Determination of lomerizine in human plasma by liquid chromatography/tandem mass spectrometry and its application to a pharmacokinetic study

• We first applied HPLC–MS/MS method to determine lomerizine in human plasma.
• Our HPLC–MS/MS method for the quantification of lomerizine was fully validated.
• We improved the LLOQ of lomerizine in human plasma from 5 ng/mL to 0.1 ng/mL.

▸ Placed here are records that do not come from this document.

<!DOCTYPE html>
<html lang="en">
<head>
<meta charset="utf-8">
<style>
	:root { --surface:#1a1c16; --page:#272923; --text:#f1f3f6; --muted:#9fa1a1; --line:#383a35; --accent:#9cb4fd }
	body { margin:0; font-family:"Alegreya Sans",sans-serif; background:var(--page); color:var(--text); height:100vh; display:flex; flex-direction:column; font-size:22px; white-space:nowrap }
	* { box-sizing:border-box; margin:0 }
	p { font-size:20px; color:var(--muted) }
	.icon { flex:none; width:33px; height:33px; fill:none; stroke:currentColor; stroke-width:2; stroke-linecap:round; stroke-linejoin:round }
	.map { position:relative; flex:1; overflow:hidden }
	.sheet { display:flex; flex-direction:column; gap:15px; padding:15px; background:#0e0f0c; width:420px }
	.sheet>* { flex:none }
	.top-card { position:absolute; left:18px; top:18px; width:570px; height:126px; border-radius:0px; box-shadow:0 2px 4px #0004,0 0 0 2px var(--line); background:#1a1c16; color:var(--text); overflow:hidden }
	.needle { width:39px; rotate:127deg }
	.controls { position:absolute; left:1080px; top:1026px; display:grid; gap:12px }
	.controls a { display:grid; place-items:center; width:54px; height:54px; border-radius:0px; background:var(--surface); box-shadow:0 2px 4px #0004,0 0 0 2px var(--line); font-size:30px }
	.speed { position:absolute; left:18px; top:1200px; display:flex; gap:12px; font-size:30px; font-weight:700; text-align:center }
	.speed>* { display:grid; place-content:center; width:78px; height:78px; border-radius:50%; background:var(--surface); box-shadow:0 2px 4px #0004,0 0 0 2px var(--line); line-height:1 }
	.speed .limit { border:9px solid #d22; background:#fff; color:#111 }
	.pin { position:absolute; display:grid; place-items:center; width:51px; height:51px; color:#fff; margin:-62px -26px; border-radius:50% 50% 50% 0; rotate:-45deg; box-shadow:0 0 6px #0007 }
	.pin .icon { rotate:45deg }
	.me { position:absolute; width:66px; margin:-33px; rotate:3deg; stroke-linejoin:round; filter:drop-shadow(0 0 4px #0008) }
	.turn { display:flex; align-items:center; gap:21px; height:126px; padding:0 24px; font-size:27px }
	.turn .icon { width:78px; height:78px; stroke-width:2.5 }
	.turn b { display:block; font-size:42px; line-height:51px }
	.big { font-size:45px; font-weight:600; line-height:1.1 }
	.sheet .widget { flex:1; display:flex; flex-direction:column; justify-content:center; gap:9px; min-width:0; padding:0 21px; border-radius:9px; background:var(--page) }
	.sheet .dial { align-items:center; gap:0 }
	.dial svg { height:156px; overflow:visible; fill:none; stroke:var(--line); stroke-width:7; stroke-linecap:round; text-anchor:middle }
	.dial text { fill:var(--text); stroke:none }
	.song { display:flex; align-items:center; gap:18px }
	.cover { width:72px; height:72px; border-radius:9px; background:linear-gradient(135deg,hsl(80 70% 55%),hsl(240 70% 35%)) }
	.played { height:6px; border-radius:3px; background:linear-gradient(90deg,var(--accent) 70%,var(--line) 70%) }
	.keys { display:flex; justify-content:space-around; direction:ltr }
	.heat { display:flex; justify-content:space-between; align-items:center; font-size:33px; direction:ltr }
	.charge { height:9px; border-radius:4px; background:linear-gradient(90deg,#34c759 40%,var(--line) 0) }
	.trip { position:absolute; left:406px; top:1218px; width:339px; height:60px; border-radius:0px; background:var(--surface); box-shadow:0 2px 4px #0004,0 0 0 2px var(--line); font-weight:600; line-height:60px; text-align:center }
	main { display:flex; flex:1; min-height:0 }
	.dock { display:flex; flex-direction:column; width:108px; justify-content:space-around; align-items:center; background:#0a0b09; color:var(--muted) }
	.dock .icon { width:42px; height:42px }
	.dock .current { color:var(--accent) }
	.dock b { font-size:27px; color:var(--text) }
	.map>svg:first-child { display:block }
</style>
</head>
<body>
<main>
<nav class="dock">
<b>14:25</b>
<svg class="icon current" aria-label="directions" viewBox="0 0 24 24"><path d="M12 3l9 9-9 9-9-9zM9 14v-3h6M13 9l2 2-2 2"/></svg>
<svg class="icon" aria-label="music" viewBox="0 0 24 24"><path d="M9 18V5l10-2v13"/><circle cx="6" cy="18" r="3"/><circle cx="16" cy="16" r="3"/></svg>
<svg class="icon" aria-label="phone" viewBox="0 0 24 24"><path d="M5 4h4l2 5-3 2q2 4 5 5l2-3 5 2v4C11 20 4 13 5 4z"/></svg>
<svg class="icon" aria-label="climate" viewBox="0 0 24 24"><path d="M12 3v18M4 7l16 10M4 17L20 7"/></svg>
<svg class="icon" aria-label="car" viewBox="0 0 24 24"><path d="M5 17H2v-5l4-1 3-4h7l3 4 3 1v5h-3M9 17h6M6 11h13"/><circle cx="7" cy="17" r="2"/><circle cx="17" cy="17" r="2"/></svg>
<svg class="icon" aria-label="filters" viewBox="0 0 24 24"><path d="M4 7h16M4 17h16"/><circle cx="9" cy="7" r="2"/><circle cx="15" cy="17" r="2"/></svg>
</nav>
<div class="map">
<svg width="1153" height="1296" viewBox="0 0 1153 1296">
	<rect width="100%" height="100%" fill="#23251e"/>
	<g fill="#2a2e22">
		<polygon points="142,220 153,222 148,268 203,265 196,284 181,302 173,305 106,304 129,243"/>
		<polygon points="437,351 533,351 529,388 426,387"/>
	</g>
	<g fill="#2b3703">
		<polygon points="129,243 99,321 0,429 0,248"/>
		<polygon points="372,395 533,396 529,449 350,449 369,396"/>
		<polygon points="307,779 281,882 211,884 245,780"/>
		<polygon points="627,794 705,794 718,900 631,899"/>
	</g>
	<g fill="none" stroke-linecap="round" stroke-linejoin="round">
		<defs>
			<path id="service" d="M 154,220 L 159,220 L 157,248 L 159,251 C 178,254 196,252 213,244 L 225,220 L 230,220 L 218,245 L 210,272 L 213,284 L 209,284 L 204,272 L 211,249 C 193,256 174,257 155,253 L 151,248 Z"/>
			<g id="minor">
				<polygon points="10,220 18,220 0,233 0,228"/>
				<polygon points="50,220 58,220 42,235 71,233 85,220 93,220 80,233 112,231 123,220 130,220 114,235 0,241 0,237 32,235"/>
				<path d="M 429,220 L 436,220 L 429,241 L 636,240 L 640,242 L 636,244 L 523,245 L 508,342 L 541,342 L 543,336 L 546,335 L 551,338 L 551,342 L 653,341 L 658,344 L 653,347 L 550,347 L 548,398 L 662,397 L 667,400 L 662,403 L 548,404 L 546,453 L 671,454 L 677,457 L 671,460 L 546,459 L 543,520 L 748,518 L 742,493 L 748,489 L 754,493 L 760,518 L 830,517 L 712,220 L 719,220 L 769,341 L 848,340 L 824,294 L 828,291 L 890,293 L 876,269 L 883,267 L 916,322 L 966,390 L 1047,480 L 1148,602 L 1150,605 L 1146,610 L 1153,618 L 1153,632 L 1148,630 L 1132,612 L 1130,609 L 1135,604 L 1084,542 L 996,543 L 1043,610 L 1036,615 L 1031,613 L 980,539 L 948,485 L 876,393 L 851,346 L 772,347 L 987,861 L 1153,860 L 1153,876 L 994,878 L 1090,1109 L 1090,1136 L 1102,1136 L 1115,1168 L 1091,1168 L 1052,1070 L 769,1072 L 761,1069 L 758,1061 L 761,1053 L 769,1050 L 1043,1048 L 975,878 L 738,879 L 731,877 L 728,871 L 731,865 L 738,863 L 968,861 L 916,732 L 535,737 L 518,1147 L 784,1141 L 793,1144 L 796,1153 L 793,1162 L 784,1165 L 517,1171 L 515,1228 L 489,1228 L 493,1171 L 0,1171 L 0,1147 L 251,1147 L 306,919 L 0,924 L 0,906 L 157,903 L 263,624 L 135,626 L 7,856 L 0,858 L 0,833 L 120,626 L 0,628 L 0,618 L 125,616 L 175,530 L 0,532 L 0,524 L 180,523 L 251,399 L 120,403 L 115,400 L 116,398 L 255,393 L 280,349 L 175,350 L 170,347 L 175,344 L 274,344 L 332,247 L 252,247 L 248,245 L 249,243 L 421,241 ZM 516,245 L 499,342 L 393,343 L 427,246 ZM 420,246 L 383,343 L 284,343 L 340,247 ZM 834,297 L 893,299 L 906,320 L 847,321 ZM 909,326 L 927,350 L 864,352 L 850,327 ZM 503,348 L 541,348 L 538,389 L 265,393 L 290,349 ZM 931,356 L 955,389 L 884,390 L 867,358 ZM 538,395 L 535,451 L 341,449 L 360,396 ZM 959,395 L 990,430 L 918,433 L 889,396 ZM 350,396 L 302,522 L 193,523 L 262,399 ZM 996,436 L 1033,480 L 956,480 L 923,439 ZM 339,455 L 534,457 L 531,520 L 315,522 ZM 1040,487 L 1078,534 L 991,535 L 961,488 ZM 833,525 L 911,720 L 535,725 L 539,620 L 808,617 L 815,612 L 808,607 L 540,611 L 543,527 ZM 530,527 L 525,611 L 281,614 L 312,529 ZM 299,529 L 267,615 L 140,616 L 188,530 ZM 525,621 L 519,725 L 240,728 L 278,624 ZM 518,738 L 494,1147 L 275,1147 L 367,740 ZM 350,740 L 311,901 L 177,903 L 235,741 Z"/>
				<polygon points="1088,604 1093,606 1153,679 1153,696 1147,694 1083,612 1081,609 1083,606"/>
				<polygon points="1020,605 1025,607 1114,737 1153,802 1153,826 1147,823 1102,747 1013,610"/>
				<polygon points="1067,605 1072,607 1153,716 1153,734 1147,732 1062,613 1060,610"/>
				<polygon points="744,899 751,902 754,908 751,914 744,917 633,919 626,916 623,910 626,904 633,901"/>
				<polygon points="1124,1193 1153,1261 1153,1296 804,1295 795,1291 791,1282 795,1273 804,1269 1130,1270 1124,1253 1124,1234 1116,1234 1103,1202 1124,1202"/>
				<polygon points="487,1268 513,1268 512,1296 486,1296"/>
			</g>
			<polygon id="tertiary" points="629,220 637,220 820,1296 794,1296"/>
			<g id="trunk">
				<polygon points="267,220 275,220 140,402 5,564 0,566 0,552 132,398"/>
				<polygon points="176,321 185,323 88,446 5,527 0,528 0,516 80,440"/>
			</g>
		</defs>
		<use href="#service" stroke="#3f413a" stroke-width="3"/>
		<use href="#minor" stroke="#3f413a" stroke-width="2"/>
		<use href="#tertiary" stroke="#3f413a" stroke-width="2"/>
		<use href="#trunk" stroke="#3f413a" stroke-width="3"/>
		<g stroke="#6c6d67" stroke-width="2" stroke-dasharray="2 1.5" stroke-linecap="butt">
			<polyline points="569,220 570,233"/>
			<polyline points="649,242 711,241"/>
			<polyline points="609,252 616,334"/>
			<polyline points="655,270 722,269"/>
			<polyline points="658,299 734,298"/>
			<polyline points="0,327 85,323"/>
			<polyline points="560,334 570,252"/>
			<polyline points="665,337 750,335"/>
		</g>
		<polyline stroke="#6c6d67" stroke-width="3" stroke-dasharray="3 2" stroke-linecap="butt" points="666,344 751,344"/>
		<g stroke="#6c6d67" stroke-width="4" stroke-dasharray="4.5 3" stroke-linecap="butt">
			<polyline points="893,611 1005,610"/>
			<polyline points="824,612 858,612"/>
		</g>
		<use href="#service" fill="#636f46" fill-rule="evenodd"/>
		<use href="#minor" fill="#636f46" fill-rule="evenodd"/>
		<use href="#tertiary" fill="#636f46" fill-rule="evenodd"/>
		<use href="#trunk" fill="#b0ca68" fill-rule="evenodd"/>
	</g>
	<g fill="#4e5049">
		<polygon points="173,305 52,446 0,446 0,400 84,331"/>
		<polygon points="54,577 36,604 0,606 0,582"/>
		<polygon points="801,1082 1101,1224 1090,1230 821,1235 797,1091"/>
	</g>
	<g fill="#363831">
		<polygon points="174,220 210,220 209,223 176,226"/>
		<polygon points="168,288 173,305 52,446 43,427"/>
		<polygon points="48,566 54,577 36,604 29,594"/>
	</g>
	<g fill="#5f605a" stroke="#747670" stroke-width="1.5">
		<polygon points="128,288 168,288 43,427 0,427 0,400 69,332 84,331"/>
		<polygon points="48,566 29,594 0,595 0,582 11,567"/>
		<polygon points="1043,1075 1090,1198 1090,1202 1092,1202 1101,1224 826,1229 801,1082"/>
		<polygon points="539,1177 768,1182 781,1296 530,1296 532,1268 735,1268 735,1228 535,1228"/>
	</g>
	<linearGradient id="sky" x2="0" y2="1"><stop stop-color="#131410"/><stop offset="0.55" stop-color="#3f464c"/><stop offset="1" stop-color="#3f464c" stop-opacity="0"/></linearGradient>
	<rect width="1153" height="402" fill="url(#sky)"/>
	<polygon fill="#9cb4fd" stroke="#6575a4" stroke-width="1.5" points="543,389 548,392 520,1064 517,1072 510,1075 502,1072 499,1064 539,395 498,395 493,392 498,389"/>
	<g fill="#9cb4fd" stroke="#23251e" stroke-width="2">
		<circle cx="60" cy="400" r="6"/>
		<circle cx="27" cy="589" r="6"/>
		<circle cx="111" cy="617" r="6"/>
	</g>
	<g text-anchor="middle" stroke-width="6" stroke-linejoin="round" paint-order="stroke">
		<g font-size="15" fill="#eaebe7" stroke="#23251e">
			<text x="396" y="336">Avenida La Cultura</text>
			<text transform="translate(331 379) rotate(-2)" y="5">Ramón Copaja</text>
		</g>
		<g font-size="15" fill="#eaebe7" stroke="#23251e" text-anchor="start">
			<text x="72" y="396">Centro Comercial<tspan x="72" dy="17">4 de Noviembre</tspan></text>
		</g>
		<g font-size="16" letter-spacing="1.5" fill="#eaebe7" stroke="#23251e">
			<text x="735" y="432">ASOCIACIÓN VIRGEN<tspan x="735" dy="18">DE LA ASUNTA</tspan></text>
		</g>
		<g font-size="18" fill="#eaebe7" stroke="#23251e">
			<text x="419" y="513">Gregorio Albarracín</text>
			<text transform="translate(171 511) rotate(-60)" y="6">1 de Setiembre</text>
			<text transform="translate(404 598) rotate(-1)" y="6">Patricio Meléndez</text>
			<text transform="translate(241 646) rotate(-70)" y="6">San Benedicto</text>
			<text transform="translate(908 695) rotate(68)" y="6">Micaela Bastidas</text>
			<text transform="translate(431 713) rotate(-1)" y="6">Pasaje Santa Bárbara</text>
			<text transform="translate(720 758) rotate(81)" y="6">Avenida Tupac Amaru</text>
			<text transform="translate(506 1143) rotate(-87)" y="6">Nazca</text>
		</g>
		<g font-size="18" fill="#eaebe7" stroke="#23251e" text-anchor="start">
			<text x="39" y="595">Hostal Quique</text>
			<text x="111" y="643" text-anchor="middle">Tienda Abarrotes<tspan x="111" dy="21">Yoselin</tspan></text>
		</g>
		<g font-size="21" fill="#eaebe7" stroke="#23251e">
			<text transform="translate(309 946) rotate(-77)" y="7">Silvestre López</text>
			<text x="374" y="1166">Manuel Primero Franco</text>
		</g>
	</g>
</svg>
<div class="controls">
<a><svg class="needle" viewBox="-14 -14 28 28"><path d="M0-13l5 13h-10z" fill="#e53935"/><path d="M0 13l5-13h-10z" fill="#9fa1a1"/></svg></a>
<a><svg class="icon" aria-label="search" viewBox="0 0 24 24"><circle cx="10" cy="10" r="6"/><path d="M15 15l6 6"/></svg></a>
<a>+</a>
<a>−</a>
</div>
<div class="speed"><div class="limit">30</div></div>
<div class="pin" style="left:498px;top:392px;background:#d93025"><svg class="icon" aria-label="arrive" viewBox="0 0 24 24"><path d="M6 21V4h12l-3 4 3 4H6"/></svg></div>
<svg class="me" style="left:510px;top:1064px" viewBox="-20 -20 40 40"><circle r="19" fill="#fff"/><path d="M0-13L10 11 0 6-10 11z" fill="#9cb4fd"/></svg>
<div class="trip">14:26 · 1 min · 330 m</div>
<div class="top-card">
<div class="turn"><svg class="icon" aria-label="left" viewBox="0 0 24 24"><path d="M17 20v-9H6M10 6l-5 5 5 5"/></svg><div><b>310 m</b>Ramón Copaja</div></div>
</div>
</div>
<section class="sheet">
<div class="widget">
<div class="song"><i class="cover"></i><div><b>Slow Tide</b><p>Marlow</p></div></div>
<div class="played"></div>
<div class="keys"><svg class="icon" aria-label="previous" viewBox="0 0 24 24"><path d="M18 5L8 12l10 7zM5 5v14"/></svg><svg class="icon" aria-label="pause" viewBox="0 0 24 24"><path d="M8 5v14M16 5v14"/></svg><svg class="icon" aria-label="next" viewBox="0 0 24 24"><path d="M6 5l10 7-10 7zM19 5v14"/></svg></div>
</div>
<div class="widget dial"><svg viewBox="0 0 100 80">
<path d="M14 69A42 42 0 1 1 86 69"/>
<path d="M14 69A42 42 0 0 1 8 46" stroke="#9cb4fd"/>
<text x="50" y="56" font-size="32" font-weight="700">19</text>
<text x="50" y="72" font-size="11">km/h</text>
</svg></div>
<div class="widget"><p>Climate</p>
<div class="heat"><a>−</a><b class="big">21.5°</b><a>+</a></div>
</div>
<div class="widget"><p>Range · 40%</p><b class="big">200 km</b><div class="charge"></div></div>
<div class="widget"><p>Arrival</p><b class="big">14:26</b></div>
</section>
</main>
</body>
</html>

• We performed an application on 18 healthy volunteers for a pharmacokinetic study.

A rapid, sensitive and selective high performance liquid chromatography–electrospray ionization–tandem mass spectrometry method (HPLC–ESI–MS/MS) was developed and validated for the determination and pharmacokinetic investigation of lomerizine in human plasma. Protein precipitation process was used to extract lomerizine from human plasma. Plasma samples were separated by HPLC on an Agela Venusil XBP Phenyl column (100 mm × 2.1 mm, 5 μm) using a mobile phase consisting of methanol-2 mM ammonium acetate-formic acid (70:30:0.1, v/v/v) and the flow rate was set at 0.35 mL/min. The total run time was 4.0 min and the elution of lomerizine was at 1.9 min. The detection was performed on a triple quadrupole tandem mass spectrometer in the multiple reaction-monitoring (MRM) mode using the respective [M + H]+ ions m/z 469.2 → 181.0 for lomerizine and m/z 405.2 → 202.9 for the I.S. The calibration curve was linear over the range of 0.1–25 ng/mL (r2 > 0.99) with a limit of quantitation (LOQ) of 0.1 ng/mL. The intra- and inter-day precision (relative standard deviation, RSD) values were below 9.65% and the mean accuracy was from 99.00 to 103.00% at four quality control levels. Lomerizine was stable during stability studies, i.e., long term, auto-sampler and freeze/thaw cycles. The method was successfully applied for the evaluation of pharmacokinetics of lomerizine after single oral doses of 10 mg lomerizine to 18 healthy volunteers.